TASK TO CARRY OUT:
Scan the records below. Copy every line in which the word "heat" appears.

THE INPUT:

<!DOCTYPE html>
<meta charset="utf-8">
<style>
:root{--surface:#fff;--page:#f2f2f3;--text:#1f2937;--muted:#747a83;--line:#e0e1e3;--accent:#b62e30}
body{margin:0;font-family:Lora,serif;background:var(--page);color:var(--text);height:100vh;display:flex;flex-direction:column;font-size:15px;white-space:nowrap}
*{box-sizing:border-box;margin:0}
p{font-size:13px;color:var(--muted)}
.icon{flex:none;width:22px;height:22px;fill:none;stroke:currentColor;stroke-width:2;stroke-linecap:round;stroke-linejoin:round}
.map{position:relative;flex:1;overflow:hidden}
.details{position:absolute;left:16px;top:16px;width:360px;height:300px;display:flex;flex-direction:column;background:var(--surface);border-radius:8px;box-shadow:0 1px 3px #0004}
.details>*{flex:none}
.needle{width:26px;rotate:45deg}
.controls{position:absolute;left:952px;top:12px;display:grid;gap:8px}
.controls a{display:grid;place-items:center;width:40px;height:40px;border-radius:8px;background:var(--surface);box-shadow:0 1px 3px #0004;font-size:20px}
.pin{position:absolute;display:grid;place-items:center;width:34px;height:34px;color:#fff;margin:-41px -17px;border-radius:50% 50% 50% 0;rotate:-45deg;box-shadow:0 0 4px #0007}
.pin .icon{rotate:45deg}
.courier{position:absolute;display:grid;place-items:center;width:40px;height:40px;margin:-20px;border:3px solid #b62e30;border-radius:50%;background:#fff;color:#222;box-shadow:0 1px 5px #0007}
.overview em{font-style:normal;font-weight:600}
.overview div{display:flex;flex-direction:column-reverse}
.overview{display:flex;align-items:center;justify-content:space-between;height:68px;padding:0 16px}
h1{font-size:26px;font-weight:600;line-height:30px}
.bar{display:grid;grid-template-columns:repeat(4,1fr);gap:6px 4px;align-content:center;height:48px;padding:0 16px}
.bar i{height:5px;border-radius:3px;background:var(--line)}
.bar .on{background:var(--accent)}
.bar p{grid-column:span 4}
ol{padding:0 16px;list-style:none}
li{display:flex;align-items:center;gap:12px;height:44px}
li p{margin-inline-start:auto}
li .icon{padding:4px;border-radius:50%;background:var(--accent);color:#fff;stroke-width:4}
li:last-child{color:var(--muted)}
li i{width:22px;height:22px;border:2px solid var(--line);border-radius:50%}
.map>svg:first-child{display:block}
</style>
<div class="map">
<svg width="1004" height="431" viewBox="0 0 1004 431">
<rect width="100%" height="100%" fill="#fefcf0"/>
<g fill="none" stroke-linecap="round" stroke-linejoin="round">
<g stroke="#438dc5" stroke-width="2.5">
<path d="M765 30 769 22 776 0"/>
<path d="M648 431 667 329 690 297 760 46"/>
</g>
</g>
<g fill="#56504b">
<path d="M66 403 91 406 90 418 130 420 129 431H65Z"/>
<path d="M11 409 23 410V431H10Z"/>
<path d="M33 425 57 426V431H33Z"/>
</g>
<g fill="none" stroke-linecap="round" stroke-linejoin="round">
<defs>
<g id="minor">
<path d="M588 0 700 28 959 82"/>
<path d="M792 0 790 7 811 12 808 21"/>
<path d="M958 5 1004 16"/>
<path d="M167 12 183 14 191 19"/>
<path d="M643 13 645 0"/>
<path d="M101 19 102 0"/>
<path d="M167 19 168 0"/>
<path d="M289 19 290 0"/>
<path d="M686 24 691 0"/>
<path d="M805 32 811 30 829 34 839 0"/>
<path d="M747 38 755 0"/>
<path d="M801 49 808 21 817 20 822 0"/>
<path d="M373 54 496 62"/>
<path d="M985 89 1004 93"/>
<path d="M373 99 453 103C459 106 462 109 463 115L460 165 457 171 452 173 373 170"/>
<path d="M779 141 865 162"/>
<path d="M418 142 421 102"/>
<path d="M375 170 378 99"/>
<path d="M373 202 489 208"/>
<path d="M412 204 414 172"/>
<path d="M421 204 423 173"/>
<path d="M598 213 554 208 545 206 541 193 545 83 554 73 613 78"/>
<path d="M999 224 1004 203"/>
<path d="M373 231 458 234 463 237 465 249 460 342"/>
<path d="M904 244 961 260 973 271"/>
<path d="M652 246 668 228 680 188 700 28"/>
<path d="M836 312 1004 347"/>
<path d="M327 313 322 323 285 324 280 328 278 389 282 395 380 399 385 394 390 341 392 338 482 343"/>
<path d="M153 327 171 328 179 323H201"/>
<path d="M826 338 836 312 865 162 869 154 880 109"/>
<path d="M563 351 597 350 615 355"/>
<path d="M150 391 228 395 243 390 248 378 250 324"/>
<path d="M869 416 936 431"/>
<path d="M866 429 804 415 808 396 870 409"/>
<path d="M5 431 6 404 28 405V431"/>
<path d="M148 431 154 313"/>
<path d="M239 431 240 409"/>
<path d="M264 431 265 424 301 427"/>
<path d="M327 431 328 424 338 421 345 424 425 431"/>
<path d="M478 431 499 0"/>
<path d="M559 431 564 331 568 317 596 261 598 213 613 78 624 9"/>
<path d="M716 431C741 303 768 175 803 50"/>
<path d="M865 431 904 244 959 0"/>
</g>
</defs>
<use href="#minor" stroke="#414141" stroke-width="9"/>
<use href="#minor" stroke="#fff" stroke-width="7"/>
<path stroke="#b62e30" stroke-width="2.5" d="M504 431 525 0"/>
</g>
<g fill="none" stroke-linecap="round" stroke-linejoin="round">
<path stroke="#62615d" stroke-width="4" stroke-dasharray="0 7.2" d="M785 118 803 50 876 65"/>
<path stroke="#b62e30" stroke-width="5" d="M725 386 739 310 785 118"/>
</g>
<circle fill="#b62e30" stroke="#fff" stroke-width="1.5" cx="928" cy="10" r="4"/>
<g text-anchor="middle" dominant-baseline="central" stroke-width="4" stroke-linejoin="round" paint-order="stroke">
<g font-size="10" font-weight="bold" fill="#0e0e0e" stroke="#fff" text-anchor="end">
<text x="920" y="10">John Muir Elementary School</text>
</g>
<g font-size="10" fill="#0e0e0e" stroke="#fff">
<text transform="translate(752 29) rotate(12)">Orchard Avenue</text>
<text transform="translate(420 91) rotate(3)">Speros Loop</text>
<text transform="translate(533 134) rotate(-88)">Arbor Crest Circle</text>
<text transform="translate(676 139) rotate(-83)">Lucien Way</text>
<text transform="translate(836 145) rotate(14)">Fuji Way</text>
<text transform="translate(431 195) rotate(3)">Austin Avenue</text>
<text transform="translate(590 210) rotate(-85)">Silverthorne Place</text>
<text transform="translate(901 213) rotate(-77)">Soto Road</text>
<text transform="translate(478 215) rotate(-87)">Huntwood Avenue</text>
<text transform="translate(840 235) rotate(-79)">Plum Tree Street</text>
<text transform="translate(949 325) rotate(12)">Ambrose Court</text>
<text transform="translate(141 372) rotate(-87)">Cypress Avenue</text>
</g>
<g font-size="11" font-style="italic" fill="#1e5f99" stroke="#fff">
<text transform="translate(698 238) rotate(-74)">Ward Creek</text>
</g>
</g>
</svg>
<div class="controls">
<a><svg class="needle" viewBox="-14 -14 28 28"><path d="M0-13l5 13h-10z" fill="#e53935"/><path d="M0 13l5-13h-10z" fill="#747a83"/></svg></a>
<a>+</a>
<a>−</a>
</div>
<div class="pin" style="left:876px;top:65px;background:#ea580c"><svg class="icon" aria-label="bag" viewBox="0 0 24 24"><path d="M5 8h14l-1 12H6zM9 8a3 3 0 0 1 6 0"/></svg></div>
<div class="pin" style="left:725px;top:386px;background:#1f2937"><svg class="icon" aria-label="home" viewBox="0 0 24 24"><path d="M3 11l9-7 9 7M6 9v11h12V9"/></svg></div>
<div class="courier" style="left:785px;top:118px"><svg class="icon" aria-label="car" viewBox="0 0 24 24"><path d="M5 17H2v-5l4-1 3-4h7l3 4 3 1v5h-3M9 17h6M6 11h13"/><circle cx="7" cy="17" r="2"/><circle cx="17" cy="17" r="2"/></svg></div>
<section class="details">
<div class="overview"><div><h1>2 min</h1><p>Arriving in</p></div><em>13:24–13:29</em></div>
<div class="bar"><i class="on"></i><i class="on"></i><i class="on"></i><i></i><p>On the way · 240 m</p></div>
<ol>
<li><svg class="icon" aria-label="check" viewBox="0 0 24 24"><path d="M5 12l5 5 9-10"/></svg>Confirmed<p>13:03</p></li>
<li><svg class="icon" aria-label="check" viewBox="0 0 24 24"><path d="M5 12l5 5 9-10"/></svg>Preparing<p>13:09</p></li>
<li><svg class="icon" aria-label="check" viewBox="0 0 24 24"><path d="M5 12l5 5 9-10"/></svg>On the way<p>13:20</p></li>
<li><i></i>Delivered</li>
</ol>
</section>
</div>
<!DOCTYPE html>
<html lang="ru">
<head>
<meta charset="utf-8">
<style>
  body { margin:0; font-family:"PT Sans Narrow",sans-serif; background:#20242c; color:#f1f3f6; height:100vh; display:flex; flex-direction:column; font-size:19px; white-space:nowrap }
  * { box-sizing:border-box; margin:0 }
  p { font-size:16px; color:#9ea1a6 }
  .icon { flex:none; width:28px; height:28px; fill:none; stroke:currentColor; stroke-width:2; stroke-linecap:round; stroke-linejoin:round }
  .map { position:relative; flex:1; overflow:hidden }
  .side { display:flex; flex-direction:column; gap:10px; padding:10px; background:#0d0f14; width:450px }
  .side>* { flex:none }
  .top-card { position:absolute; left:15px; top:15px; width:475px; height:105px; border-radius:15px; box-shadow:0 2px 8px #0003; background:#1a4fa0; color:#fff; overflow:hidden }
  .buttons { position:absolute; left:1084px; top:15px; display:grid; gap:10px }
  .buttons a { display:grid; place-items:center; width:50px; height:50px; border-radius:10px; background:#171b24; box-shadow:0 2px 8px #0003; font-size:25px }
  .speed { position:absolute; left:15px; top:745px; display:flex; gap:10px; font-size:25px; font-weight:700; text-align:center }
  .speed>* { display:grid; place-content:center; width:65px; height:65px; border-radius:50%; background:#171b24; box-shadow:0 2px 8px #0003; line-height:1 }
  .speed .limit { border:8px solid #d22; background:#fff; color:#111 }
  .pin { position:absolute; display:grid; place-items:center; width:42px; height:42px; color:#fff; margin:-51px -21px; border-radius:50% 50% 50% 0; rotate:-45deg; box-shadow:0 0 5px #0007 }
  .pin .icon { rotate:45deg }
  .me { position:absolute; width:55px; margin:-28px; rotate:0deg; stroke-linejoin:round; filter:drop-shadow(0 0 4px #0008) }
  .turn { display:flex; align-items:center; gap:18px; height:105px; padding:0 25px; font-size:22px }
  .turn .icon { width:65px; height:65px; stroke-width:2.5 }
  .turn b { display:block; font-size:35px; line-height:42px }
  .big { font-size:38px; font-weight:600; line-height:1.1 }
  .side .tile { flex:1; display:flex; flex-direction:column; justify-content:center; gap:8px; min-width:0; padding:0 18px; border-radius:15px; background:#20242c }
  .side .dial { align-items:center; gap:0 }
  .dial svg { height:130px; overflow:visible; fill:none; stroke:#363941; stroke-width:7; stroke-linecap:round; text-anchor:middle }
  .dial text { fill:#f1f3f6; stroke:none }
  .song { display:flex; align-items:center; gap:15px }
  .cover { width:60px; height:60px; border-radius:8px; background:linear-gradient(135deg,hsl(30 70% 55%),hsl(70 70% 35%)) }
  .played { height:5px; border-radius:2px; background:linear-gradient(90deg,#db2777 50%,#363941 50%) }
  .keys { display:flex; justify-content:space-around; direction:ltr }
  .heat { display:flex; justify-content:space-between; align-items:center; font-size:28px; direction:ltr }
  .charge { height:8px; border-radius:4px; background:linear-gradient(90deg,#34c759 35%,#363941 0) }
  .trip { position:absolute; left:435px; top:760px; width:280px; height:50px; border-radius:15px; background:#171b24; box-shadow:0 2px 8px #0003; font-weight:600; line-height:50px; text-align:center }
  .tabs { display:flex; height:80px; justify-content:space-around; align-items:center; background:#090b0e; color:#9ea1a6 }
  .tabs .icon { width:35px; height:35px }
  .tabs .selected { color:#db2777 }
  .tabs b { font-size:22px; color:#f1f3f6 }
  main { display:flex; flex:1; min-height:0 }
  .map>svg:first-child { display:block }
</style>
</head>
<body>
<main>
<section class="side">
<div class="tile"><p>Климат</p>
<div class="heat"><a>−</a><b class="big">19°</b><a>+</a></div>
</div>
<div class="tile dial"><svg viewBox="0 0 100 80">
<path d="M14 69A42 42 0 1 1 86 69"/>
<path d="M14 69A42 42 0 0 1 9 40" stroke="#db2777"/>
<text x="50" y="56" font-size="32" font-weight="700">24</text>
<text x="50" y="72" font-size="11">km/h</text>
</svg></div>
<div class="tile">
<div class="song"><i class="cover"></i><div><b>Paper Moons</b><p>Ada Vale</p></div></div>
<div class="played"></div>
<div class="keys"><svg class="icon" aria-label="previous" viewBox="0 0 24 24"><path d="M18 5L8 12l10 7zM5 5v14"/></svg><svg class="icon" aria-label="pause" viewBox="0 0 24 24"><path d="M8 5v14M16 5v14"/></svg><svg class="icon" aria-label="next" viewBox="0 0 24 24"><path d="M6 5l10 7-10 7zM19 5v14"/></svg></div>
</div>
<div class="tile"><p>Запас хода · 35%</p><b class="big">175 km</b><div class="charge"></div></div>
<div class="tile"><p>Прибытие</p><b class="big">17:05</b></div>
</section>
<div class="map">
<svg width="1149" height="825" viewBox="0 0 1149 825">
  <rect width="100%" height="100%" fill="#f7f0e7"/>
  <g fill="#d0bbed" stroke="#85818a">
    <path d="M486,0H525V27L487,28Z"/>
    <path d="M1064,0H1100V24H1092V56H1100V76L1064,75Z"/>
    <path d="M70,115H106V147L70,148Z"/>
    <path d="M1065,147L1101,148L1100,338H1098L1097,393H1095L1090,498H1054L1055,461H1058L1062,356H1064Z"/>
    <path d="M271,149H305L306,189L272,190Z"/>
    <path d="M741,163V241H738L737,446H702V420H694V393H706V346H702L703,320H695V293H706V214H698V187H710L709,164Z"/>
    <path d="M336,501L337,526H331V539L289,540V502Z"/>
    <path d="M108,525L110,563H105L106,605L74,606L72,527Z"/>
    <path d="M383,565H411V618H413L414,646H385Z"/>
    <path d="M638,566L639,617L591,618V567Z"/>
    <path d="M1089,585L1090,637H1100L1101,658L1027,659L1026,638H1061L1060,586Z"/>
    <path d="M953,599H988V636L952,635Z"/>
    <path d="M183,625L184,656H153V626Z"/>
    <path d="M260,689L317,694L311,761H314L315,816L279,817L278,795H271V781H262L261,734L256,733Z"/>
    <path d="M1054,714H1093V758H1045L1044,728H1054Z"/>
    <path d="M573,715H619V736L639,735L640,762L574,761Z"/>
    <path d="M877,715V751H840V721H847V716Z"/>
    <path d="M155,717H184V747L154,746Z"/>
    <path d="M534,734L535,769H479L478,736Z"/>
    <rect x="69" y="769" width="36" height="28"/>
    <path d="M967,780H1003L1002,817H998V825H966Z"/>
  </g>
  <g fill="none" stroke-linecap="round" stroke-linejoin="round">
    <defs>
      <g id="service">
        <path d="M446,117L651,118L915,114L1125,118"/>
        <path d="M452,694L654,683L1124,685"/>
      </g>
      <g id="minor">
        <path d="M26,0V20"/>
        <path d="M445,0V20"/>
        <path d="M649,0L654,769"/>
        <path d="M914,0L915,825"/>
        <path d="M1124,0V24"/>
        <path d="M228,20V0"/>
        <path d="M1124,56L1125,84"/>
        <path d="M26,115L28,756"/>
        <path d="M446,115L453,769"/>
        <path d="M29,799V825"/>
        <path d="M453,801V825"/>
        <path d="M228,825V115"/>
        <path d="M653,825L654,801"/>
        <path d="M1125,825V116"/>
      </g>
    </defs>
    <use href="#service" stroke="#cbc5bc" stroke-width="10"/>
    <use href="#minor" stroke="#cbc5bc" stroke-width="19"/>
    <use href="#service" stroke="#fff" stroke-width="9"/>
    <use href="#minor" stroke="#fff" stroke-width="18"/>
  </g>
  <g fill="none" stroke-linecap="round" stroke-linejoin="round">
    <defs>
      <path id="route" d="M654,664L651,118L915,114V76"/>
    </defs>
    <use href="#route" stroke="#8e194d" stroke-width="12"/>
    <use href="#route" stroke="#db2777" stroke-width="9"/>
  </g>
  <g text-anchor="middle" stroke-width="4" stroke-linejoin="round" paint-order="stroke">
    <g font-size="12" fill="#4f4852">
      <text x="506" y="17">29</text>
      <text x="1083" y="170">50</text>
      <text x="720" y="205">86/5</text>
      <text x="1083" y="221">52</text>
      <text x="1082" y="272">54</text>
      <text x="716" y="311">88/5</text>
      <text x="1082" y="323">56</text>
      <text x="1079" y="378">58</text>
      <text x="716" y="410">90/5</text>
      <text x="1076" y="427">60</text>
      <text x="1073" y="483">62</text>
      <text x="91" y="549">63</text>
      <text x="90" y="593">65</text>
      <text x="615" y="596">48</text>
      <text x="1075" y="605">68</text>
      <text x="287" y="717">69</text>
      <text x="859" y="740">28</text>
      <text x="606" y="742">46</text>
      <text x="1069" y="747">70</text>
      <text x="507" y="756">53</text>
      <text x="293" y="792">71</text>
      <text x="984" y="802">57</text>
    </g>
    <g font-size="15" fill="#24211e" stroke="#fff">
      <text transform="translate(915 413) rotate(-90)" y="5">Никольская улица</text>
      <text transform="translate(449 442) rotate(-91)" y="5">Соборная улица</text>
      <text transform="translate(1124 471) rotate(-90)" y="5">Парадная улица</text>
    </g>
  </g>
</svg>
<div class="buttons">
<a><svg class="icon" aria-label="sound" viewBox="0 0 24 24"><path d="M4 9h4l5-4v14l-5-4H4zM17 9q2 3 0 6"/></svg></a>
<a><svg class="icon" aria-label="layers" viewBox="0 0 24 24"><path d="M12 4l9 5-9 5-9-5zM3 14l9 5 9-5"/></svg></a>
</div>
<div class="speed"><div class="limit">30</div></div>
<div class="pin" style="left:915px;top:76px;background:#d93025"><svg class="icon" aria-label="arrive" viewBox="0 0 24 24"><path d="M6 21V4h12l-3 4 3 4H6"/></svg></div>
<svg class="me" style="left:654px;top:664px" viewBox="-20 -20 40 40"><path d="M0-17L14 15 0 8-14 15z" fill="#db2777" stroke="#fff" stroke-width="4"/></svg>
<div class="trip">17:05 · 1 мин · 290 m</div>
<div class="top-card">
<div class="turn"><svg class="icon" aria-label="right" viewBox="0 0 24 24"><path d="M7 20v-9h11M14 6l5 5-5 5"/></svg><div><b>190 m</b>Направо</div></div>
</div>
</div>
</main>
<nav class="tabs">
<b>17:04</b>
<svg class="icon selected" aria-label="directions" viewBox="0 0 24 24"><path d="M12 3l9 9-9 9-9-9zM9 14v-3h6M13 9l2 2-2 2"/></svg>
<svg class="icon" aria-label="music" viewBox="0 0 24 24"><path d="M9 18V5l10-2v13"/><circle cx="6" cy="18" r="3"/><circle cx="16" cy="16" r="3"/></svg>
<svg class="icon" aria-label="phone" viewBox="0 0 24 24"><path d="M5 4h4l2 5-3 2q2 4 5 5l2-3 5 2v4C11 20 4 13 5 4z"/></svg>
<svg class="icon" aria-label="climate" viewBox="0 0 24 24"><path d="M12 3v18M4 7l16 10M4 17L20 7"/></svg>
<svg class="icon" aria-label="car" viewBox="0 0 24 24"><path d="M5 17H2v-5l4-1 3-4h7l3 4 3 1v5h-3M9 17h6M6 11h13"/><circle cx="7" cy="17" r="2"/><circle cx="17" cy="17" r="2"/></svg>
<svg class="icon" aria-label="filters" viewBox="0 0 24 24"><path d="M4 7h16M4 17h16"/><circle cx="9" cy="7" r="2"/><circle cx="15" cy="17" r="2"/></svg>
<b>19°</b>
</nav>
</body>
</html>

PROBLEM SOLUTION:
  .heat { display:flex; justify-content:space-between; align-items:center; font-size:28px; direction:ltr }
<div class="heat"><a>−</a><b class="big">19°</b><a>+</a></div>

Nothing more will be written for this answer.